David Nicklaus continues to write about the locavore movement. Here are my comments on a column he wrote a few weeks ago. I think this explanation from his blog post is exactly on target:
Illinois produces corn for the rest of the world, and Illinoisans buy vegetables and fruit from places like California and Mexico. That arrangement creates wealth for all sides — producers make the highest possible profits, and consumers buy at the lowest possible prices. Reversing the arrangement, therefore – growing more vegetables in Illinois and making Californians grow their own corn – would make all sides worse off.
Nicklaus sounds exasperated that this economic fallacy is being dressed up by advocates as a “stimulus.” But it’s not surprising, because the run-of-the-mill stimulus plans operate on much the same principle. They encourage production that wouldn’t have happened without a directive from the state, ignoring comparative advantage and the market’s precise timing. And when stimulus advocates predict huge gains in wealth, they leave out the loss of what all those resources would have been used for if the stimulus hadn’t interfered.
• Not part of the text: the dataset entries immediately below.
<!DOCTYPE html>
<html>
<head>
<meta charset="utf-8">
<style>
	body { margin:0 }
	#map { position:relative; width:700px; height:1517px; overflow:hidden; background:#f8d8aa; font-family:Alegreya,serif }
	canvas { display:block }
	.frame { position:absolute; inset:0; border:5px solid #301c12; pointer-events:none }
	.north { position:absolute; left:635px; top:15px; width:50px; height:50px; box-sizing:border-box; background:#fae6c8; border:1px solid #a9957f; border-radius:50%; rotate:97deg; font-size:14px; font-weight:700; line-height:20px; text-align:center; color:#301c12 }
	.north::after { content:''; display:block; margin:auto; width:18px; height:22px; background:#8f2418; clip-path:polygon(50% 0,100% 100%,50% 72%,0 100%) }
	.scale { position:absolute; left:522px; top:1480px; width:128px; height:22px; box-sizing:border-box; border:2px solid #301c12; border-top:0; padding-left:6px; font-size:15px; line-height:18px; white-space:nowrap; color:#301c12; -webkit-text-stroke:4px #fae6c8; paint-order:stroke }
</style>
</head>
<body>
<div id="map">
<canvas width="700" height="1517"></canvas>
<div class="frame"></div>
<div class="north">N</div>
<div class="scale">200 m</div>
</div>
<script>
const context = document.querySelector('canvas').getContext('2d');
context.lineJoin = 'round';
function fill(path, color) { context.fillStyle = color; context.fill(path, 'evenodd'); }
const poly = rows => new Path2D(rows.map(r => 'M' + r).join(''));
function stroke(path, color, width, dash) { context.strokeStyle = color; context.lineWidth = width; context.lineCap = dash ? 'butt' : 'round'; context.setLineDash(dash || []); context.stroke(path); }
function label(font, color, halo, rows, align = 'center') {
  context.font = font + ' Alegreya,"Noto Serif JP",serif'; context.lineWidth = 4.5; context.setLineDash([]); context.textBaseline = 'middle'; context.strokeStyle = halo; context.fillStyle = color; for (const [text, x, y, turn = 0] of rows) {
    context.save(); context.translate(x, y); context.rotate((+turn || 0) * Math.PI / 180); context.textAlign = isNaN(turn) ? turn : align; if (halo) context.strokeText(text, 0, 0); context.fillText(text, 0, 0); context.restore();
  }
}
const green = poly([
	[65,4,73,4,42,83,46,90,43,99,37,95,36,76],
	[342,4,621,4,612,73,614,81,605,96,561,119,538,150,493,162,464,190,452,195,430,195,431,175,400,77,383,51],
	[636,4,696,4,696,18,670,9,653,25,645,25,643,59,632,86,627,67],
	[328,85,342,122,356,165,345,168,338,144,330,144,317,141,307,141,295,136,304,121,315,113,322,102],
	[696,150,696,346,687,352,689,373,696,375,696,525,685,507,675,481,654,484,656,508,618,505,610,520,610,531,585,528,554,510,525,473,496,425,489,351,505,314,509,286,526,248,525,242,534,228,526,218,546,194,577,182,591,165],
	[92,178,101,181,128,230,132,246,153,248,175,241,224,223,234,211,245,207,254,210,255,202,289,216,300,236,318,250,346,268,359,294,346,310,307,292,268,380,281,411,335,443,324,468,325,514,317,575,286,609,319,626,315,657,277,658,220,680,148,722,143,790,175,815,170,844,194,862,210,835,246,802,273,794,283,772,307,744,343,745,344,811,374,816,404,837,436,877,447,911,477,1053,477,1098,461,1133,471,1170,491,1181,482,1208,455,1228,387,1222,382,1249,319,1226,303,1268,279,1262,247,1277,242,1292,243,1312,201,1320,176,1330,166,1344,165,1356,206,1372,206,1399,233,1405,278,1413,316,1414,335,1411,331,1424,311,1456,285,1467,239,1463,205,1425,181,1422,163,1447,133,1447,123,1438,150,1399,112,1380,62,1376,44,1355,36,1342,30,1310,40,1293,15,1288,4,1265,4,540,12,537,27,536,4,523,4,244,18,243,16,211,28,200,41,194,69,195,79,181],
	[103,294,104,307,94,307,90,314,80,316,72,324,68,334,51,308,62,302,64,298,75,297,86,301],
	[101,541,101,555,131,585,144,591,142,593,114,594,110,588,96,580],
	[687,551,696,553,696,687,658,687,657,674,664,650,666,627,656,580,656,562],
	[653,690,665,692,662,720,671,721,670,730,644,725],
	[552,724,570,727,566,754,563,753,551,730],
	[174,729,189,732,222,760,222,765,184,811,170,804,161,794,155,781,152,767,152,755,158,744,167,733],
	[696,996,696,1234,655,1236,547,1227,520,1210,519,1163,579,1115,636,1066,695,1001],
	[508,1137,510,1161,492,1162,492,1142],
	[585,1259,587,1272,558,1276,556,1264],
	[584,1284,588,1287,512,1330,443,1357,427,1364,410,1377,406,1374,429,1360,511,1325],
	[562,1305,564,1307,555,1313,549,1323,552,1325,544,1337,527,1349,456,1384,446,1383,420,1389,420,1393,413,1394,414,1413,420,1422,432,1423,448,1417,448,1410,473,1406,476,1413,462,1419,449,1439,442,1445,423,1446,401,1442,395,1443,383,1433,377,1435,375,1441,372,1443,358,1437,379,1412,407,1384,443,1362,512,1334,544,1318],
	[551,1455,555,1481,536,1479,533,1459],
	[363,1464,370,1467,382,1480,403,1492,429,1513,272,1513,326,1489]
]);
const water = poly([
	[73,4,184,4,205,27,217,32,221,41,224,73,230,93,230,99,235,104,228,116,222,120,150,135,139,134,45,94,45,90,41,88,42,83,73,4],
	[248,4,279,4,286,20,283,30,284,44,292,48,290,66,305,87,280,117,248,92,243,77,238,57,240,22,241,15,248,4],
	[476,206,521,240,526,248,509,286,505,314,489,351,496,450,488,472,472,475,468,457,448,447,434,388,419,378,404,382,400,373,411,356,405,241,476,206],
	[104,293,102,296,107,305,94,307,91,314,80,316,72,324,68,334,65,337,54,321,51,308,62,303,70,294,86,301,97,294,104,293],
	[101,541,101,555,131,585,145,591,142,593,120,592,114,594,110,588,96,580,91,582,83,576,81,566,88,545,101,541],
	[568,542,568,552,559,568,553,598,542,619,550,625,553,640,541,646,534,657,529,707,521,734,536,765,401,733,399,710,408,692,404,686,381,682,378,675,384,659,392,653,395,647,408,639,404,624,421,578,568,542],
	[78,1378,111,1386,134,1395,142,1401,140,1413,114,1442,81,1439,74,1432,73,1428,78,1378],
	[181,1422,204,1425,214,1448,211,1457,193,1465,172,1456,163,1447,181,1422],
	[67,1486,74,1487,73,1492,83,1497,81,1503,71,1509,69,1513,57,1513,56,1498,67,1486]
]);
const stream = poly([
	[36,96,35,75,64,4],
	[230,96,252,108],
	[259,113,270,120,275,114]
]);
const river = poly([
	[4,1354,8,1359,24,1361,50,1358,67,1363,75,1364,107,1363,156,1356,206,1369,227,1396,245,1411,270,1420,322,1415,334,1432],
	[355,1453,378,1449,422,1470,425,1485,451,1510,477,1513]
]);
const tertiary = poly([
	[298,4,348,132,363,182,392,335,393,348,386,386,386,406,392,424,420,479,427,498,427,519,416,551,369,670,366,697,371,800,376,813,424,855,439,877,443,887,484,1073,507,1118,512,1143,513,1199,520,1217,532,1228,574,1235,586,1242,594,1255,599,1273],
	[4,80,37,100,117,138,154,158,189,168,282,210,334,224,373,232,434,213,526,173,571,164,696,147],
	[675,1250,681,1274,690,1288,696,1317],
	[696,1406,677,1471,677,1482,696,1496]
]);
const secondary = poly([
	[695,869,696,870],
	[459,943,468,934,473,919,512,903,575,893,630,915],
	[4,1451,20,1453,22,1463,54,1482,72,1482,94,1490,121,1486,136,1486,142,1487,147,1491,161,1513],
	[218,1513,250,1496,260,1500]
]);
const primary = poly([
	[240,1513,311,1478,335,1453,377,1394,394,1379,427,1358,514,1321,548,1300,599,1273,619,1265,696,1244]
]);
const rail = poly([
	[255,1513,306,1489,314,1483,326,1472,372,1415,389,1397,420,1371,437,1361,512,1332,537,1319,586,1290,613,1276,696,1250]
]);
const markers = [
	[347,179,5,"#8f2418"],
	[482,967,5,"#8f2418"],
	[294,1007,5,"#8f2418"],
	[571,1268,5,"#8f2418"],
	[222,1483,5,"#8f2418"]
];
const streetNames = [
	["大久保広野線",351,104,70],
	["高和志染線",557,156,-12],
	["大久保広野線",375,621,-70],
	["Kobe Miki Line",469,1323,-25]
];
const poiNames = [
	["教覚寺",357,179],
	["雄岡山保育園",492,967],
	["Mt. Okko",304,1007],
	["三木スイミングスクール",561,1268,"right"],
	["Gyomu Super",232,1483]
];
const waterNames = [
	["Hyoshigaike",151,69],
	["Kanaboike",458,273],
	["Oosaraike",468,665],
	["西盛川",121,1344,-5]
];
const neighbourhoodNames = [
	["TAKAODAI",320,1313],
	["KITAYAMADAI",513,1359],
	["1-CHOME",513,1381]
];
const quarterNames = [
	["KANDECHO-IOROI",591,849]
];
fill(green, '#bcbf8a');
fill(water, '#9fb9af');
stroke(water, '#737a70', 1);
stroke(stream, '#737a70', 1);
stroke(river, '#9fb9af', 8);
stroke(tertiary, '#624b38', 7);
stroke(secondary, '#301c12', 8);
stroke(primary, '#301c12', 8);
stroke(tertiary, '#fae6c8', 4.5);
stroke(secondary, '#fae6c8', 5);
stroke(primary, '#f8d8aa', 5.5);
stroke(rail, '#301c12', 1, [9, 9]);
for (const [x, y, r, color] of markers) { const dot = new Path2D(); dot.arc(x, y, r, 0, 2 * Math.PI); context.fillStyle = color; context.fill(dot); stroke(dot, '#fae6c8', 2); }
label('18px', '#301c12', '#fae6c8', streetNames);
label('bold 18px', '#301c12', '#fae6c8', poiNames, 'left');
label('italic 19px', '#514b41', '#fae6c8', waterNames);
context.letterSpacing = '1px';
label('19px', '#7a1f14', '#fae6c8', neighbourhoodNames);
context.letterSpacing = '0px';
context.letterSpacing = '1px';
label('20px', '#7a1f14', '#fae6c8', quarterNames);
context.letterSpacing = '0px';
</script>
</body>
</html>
Some of the typical stimulus plans are better than the locavores’ schemes because they don’t take resources so far away from their ideal uses in a free market. Building a bridge may be expensive, but some people can use the bridge for its intended purpose. Building a greenhouse to grow bananas in Illinois is like planting dollars in the ground and hoping they’ll grow into tropical fruit. It’s waste without any redeeming qualities.